Targa Resources Partners LP Announces Exchange Offer and Consent Solicitation
Targa Resources Partners LP (NGLS) and its subsidiary Targa Resources Partners Finance Corporation (collectively “Targa“) announced today the commencement of an offer to exchange any and all of the outstanding unsecured 6 5/8% Senior Notes due 2020 issued by Targa Pipeline Partners LP (formerly known as Atlas Pipeline Partners, L.P.) and Targa Pipeline Finance Corporation (formerly known as Atlas Pipeline Finance Corporation), which have an aggregate principal amount outstanding of $355.1 million (the “APL Notes“), for an equal amount of new unsecured 6 5/8% Senior Notes due 2020 (the “TRP Notes“) issued by Targa.
The new TRP Notes will have substantially the same economic terms as the outstanding APL Notes for which they are being offered in exchange, including interest rate, interest payment dates, optional redemption terms and maturity. The new TRP Notes will rank pari-passu with Targa’s six outstanding series of senior notes. The exchange of TRP Notes for the APL Notes will be conducted on a par-for-par basis, except that holders that tender after 5:00 P.M., New York City time, on April 24, 2015 will receive $970 in principal amount of TRP Notes for each $1,000 principal amount of APL Notes tendered.

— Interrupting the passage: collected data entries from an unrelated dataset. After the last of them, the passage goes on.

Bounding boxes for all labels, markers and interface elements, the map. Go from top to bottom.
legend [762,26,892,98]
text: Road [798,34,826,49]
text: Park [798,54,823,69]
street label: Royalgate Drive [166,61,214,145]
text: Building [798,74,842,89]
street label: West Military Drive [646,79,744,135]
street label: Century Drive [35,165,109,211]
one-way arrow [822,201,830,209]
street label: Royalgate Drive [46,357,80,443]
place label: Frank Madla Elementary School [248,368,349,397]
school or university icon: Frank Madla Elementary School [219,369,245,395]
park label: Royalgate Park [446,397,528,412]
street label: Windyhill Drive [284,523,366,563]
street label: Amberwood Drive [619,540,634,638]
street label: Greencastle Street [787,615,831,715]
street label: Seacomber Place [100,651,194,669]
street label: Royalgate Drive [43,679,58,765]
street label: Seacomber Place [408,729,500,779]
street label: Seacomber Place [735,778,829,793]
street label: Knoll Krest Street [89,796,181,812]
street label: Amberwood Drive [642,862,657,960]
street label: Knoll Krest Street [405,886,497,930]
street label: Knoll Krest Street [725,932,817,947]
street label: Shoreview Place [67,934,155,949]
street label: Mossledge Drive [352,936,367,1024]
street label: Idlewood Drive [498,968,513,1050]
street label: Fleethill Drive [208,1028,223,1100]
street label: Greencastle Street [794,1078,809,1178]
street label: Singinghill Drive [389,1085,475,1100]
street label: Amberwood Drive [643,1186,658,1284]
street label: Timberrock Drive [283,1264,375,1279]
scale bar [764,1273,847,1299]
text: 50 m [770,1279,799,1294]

In connection with this exchange offer, Targa is soliciting consents to amend the APL Notes and the indenture governing the APL Notes. The proposed amendments require the consent of a majority in outstanding principal amount of the APL Notes and would (i) delete in their entirety substantially all the restrictive covenants in the indenture governing the APL Notes and (ii) eliminate certain events of default.
The exchange offer will expire at 11:59 p.m., New York City time, on May 8, 2015, unless extended or terminated (the “Expiration Date”). The consummation of the exchange offer is subject to certain conditions including, among others, a majority in aggregate principal amount of outstanding APL Notes being validly tendered prior to the Expiration Date.
The TRP Notes have not been registered under the Securities Act of 1933, as amended (the “Securities Act”), or any state or foreign securities laws. The TRP Notes may not be offered or sold in the United States or to any U.S. persons except pursuant to an exemption from, or in a transaction not subject to, the registration requirements of the Securities Act or any applicable state securities laws. Targa expects to enter into a registration rights agreement with respect to the TRP Notes, as described in the confidential offering document related to the exchange offer.
This press release is issued pursuant to Rule 135c under the Securities Act and does not constitute an offer to purchase or exchange any securities or a solicitation of any offer to sell any securities. The exchange offer will be made only pursuant to a confidential offering document and related consent and letter of transmittal and only to persons who certify that they are (i) in the United States and “qualified institutional buyers” within the meaning of Rule 144A under the Securities Act and institutional “accredited investors” within the meaning of Rule 501(a)(1), (2), (3), (7) or (8) of Regulation D of the Securities Act, (ii) in the United States and institutional “accredited investors” within the meaning of Rule 501(a)(1), (2), (3), (7) or (8) of Regulation D of the Securities Act or (iii) not “U.S. persons” and are outside of the United States within the meaning of Regulation S under the Securities Act and who are “non-U.S. qualified offerees” as defined in the offering documents, and are authorized to receive and review the exchange offer (such persons, “Eligible Holders”).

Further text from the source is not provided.